Work to complete: From the material below, copy every line in which the word "Input" occurs.

Top of Source information

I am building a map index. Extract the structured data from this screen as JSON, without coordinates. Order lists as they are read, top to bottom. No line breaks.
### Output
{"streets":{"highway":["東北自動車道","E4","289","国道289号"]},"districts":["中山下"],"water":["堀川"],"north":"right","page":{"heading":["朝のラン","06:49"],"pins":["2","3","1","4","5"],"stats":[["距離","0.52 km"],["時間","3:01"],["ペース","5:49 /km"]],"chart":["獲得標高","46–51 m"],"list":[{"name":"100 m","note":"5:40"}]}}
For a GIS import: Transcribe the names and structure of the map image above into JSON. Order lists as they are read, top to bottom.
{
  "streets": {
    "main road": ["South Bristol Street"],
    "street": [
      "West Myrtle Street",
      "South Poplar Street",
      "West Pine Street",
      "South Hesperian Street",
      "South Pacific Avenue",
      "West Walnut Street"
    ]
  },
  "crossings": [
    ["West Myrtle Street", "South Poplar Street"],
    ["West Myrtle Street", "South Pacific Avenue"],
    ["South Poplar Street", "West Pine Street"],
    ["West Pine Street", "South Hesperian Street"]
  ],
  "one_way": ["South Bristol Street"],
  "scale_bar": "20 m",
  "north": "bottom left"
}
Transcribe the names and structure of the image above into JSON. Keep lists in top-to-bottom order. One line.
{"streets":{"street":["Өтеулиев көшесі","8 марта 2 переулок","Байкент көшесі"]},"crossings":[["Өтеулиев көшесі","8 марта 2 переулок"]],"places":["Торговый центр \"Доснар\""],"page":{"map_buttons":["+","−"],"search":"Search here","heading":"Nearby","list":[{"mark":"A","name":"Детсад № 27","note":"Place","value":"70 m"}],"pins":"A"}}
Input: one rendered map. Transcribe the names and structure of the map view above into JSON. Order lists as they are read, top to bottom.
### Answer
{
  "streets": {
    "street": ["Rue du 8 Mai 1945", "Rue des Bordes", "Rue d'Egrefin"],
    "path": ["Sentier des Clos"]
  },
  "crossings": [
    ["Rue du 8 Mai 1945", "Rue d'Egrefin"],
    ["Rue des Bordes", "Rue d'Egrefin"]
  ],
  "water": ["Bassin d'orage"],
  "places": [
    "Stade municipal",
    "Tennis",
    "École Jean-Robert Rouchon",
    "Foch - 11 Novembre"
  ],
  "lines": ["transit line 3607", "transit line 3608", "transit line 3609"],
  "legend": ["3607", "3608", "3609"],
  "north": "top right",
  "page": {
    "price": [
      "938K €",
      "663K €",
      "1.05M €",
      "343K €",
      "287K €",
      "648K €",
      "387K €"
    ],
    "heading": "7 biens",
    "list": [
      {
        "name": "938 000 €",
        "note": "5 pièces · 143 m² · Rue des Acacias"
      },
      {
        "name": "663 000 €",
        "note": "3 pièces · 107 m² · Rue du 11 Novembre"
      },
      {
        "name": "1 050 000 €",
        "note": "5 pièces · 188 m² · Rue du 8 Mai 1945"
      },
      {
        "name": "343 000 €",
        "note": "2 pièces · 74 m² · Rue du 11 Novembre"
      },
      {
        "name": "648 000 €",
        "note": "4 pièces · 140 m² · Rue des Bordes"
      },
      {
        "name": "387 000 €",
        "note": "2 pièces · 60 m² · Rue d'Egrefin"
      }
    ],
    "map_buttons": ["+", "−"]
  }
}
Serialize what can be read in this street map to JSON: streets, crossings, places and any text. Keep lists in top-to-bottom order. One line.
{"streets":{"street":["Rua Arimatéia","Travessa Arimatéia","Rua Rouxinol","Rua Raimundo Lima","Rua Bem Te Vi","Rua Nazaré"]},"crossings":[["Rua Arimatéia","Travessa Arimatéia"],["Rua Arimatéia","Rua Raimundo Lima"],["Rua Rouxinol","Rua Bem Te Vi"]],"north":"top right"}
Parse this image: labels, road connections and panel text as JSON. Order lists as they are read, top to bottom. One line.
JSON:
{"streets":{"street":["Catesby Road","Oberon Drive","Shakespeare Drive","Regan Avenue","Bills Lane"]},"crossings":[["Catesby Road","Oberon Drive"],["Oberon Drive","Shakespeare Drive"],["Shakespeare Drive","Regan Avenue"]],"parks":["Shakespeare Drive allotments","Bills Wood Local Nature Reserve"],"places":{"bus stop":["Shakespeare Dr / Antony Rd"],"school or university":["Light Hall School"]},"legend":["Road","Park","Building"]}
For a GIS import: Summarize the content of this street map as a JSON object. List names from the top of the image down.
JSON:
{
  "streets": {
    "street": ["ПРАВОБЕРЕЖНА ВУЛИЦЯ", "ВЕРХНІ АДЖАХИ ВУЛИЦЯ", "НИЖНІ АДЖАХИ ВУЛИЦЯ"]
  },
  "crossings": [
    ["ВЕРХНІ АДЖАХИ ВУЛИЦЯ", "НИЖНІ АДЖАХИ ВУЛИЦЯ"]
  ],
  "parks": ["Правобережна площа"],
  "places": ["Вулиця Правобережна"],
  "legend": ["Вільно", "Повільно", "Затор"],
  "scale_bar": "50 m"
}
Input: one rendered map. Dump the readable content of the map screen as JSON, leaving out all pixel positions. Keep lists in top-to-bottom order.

Bottom of Source information

Answer section:
Input: one rendered map. Transcribe the names and structure of the map view above into JSON. Order lists as they are read, top to bottom.
Input: one rendered map. Dump the readable content of the map screen as JSON, leaving out all pixel positions. Keep lists in top-to-bottom order.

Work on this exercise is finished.